Dell PERC5/E and MD1000 performance tweaks
I fought for days, literally, to get an external SAS enclosure, the Dell MD1000, working with decent performance on RHEL5 x86_64 (PowerEdge 1950 III w/ two quad cores and 16GB RAM) . It’s a 15 disk enclosure, and this one is stuffed with 15 Hitachi 1TB SATAII drives which deliver a raw linear read speed of 80MB/s each. The SAS connection to the Dell PERC5/E PCIe card is made through a 4x SAS cable, which has a theoretical maximum throughput of 4x3Gbps = 12Gbps.
Nice, huh? Well, a default RAID5 array would drop to 60MB/s for 3 parallel linear reads. Ouch!
It took me some time, but it’s now performing much better. Up to 600MB/s for the exact same test.
Here is a nice read for all the gory details :
Basically, the major catch was the read ahead at the Linux kernel level.
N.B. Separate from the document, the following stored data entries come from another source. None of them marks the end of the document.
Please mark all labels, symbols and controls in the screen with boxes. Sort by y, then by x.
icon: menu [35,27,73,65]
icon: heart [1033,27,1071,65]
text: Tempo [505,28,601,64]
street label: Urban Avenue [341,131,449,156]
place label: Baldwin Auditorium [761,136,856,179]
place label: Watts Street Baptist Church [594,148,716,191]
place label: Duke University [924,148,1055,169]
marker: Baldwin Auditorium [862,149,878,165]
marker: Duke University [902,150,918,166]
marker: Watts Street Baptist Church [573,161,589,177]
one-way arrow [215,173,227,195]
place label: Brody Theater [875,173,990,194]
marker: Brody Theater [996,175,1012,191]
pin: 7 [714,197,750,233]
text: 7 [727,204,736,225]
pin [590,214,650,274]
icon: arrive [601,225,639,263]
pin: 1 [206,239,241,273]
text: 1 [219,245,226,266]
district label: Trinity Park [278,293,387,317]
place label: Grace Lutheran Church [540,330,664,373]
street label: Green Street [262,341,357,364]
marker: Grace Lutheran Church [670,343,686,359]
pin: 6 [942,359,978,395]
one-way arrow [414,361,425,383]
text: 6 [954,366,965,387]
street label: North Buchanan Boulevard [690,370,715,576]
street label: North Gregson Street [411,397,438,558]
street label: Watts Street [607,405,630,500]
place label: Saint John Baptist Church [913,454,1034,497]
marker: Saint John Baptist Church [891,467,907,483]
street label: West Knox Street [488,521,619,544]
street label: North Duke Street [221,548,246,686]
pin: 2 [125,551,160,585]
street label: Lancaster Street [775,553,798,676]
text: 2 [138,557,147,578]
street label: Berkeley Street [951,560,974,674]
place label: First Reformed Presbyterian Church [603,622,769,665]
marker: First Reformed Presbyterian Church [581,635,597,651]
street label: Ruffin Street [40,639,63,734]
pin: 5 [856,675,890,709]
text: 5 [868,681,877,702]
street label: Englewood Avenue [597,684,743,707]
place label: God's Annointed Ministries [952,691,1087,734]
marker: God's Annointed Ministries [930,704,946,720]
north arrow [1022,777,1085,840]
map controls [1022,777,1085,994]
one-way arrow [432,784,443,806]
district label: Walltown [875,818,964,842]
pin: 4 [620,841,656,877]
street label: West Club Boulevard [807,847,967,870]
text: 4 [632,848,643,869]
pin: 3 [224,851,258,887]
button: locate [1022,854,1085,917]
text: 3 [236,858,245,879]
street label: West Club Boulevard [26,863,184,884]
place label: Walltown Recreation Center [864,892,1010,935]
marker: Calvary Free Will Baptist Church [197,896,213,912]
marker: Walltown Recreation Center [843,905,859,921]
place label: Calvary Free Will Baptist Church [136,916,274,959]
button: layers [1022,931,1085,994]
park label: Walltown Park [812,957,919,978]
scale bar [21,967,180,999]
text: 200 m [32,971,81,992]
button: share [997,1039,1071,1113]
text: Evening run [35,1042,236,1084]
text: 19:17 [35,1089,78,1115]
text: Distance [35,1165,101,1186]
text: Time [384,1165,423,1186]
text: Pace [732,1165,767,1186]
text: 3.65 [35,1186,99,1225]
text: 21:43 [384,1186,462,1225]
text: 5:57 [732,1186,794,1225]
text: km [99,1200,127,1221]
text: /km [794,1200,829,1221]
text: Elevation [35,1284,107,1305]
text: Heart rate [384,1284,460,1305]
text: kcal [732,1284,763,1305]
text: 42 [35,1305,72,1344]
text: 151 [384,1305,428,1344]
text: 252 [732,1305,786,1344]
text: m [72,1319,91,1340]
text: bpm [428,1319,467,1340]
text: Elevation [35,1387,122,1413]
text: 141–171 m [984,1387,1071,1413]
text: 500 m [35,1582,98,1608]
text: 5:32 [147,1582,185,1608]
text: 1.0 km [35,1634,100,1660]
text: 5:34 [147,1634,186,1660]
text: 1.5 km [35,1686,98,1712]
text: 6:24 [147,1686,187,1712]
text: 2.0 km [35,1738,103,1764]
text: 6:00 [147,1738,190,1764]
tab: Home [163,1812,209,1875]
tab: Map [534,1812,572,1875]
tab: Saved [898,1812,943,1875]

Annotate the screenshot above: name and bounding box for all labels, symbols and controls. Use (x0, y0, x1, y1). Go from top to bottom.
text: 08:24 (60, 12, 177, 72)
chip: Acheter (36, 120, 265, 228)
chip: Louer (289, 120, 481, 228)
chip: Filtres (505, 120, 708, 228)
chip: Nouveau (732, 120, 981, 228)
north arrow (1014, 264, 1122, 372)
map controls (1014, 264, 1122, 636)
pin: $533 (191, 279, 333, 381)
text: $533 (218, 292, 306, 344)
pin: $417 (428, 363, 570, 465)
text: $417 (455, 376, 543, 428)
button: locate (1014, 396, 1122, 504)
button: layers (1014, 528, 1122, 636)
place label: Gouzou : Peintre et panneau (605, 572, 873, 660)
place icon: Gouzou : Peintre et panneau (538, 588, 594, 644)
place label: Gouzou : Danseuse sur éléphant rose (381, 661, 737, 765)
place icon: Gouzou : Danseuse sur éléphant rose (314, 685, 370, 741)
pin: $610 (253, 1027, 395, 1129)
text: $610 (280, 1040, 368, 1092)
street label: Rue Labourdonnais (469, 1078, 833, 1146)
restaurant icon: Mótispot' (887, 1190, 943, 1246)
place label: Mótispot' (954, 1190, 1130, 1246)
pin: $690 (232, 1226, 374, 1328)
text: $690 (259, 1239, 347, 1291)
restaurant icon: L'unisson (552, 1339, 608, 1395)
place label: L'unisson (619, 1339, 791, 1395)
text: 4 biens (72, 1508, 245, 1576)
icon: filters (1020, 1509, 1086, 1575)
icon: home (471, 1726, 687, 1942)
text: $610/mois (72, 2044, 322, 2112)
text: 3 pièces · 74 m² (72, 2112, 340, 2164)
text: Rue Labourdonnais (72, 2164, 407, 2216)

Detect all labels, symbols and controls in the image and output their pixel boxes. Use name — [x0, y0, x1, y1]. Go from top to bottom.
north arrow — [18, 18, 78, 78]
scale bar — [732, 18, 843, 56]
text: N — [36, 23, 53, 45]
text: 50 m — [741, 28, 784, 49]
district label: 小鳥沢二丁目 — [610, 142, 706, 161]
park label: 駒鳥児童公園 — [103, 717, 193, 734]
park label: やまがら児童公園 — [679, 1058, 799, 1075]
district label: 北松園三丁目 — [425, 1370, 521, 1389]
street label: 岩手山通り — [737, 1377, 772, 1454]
Simply changing it from 256 to 8192 or 16384 for that block device is enough to get the expected performance (those are 512 byte sectors, so those mean 128kB, 4MB and 8MB respectively). This is done by executing :
/sbin/blockdev --setra 8192 /dev/sdb
This is not to be confused with the PERC’s Read Ahead, which doesn’t improve performance in any of my tests, and is disabled by default.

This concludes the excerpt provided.